Here is a real example of that: The statistics show that diabetes is increasing in the U.S., and it is. The talking heads will cite diet and exercise or try to sell you a pill made from vegetable dust. But is diabetes "increasing" in the U.S.?. The truth is that diabetes is largely genetic. You are born with it or not. And for certain races, certain groups of people diabetes is endemic. American Indians have very high rates of diabetes as do Africans, Australian Aboriginals and most native South Americans. So the statistics don't tell the whole story and the taking heads twist the data to reinforce their own narrative. The truth is that immigration has increased so much from places where these groups of people live that it has noticeably affected our national health statistics.
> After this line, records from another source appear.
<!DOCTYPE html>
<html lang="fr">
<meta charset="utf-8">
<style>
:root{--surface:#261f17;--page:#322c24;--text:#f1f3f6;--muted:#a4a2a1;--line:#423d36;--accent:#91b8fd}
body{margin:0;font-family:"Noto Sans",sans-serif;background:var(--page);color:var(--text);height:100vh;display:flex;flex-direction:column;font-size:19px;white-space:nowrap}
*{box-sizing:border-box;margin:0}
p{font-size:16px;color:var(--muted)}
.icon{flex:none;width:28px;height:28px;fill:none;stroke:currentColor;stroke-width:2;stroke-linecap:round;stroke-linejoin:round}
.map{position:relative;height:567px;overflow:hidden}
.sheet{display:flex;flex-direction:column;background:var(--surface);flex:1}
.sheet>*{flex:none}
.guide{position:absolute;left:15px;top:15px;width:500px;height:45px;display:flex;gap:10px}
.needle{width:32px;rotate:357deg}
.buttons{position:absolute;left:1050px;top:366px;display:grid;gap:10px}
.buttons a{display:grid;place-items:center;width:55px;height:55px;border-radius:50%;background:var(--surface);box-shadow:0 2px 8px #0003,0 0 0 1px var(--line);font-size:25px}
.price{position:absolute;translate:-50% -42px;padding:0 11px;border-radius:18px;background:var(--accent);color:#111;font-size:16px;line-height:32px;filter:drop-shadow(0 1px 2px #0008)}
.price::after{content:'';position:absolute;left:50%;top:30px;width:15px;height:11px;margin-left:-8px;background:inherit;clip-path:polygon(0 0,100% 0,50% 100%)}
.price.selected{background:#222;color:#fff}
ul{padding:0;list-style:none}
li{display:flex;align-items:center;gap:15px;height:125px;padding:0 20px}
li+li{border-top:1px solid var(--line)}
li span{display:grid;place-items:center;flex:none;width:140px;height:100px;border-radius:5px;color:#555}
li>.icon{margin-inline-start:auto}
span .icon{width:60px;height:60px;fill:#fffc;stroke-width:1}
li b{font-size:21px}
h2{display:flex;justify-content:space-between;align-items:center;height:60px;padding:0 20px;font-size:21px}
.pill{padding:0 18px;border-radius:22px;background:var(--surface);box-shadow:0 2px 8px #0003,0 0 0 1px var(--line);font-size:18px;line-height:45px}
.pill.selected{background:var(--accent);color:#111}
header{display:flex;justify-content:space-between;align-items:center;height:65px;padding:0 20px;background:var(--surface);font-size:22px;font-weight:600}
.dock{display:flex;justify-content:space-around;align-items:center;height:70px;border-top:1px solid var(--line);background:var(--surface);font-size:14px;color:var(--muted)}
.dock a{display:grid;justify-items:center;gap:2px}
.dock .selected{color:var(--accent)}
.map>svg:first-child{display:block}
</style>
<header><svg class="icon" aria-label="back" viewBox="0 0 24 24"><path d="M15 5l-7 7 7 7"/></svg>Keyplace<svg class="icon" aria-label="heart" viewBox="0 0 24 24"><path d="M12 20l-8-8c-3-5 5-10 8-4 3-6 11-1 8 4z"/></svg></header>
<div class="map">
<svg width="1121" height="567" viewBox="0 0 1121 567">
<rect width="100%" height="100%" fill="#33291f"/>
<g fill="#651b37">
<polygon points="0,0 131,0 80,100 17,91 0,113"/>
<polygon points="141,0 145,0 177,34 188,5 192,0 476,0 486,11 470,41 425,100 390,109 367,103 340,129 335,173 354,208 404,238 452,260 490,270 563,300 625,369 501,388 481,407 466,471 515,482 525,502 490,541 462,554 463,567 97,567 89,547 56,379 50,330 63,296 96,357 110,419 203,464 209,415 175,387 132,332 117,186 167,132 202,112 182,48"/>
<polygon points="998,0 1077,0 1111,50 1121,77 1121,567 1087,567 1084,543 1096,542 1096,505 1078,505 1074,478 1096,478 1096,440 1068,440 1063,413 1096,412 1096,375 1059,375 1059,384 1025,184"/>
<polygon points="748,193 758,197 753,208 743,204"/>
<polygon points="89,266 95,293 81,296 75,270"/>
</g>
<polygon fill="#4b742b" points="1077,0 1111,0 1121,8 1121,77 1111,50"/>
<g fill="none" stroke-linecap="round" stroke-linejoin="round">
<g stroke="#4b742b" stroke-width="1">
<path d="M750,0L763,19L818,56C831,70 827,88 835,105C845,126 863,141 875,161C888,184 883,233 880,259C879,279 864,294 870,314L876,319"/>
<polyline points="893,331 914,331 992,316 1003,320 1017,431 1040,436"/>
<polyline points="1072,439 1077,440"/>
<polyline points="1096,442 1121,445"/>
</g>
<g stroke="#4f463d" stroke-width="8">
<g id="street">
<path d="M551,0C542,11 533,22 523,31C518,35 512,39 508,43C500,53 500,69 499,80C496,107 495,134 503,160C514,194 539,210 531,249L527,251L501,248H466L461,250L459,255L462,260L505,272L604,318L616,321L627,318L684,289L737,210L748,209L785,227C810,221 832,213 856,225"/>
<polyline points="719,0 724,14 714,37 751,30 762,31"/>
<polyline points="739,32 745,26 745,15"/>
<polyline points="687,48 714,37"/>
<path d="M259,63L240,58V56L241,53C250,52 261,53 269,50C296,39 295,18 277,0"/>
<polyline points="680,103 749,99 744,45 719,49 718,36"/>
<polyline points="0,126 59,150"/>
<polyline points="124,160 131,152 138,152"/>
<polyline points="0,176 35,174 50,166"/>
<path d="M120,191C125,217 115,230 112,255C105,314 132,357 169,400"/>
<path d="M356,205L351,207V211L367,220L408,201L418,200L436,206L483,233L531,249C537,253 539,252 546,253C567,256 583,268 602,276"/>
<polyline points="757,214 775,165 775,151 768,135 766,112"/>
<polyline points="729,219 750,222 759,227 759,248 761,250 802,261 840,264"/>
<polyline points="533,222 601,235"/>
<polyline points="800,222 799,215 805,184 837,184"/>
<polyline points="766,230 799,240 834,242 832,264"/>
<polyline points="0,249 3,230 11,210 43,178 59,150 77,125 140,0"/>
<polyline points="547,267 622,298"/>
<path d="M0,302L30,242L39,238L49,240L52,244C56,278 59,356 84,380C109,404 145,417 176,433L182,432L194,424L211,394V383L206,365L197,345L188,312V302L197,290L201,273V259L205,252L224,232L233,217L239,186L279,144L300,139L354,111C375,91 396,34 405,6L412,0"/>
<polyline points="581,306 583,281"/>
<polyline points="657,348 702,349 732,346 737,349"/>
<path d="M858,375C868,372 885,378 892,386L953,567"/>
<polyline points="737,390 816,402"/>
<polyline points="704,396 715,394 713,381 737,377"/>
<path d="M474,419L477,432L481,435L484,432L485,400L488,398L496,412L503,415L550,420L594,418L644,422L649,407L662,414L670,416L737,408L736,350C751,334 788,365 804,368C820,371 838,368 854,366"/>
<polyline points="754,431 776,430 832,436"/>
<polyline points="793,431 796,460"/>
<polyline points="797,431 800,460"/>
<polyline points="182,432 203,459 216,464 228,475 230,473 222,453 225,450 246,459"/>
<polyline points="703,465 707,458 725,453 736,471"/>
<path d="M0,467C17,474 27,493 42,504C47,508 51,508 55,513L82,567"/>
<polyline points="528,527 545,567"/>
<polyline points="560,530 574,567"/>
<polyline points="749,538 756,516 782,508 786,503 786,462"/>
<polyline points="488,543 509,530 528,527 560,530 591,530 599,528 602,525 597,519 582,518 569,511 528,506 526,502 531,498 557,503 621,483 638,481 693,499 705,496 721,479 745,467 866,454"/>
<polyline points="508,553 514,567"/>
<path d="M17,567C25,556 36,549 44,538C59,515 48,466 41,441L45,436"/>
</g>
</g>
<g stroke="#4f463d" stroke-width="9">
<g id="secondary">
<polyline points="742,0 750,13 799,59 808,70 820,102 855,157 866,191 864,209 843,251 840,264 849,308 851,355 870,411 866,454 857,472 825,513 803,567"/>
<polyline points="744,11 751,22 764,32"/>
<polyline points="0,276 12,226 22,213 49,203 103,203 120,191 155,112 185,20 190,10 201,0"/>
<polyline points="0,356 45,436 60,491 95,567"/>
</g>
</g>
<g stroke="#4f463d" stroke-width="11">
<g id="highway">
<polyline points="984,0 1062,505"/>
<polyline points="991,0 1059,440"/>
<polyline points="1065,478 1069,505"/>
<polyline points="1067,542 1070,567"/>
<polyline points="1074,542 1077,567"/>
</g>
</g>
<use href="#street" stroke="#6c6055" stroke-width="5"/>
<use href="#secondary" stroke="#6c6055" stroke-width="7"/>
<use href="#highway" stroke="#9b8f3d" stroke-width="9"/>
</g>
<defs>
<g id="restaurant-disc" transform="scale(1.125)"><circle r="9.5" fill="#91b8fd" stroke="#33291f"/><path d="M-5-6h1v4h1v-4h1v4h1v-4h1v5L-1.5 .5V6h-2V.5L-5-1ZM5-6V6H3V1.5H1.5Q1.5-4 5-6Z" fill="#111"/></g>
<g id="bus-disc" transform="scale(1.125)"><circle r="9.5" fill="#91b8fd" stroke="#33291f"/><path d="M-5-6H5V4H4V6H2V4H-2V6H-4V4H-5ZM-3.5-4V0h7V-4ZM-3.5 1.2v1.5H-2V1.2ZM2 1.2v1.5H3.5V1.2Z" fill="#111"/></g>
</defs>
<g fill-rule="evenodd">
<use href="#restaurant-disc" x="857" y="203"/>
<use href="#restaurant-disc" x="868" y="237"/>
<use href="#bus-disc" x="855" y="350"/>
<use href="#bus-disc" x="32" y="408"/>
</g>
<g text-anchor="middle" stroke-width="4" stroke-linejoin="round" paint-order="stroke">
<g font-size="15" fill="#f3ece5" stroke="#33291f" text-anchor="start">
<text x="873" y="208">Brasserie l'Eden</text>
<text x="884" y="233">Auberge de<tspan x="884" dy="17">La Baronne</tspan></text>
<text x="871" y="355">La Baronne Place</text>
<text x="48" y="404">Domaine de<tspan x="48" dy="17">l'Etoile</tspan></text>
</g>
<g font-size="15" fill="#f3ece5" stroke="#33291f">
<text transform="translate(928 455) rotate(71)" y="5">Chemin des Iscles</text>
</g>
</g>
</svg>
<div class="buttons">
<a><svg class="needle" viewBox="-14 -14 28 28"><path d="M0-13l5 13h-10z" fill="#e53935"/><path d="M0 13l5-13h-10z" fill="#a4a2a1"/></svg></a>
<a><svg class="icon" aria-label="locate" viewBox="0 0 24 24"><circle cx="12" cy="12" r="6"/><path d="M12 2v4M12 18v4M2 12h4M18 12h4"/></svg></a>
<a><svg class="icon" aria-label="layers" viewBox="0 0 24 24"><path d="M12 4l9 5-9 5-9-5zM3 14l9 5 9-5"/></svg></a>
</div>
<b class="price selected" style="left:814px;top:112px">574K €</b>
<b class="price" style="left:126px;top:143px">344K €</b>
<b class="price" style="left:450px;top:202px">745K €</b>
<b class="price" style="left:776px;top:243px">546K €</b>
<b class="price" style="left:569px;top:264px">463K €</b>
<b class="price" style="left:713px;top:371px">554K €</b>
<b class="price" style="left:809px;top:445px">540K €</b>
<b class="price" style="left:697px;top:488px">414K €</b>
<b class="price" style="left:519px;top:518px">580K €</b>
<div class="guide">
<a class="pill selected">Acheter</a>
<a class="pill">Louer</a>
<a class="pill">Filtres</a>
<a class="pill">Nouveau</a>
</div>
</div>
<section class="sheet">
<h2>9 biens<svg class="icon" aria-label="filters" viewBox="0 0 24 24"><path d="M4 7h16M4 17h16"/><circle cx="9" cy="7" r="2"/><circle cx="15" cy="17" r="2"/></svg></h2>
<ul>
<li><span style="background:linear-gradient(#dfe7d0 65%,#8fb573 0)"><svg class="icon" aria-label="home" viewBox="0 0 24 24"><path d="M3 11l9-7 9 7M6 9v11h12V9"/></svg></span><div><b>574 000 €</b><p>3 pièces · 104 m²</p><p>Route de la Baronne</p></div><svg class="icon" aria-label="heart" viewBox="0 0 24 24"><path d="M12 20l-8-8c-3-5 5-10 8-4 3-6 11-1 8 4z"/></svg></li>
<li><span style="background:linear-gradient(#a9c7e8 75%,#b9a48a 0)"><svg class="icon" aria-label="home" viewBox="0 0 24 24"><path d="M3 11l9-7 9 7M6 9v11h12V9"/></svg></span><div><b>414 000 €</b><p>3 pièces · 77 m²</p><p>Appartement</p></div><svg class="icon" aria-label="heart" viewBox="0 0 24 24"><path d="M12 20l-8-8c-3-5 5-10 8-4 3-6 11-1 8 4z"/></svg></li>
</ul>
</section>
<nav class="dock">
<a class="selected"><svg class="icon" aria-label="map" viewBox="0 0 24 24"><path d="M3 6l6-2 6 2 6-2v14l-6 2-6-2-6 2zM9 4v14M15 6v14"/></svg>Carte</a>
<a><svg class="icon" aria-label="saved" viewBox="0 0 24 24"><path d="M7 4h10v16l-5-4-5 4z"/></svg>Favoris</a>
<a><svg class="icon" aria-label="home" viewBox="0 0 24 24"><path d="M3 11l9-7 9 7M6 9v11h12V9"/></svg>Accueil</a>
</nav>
A side note: If you live an aboriginal lifestyle and consume an aboriginal diet than having untreated diabetes doesn't cause early death and therefore the odds of a diabetic having children greatly increase. The result is a population with more diabetes. However if you move beyond a barely surviving hunt and gather lifestyle to a farming lifestyle your diet and to some extent your physical activity allows your diabetes to become debilitating and you either die early from it or are too sick to be anyone's first choice as a spouse. So populations from Northern Europe, for example, have much lower rates of diabetes.
According to Paul Johnson life expectancy in New Enland circa 1750 for those who survived to adulthood was 65. But in the South, it was 41.
Ben Franklin, who lived 84 years, was a good example of living too long in that day. At the convention of 1789 he told two young men who were wishing him many more years of life that the sole reason he willed himself to continue living was to see the birth of his country and he had no desire to continue one moment longer.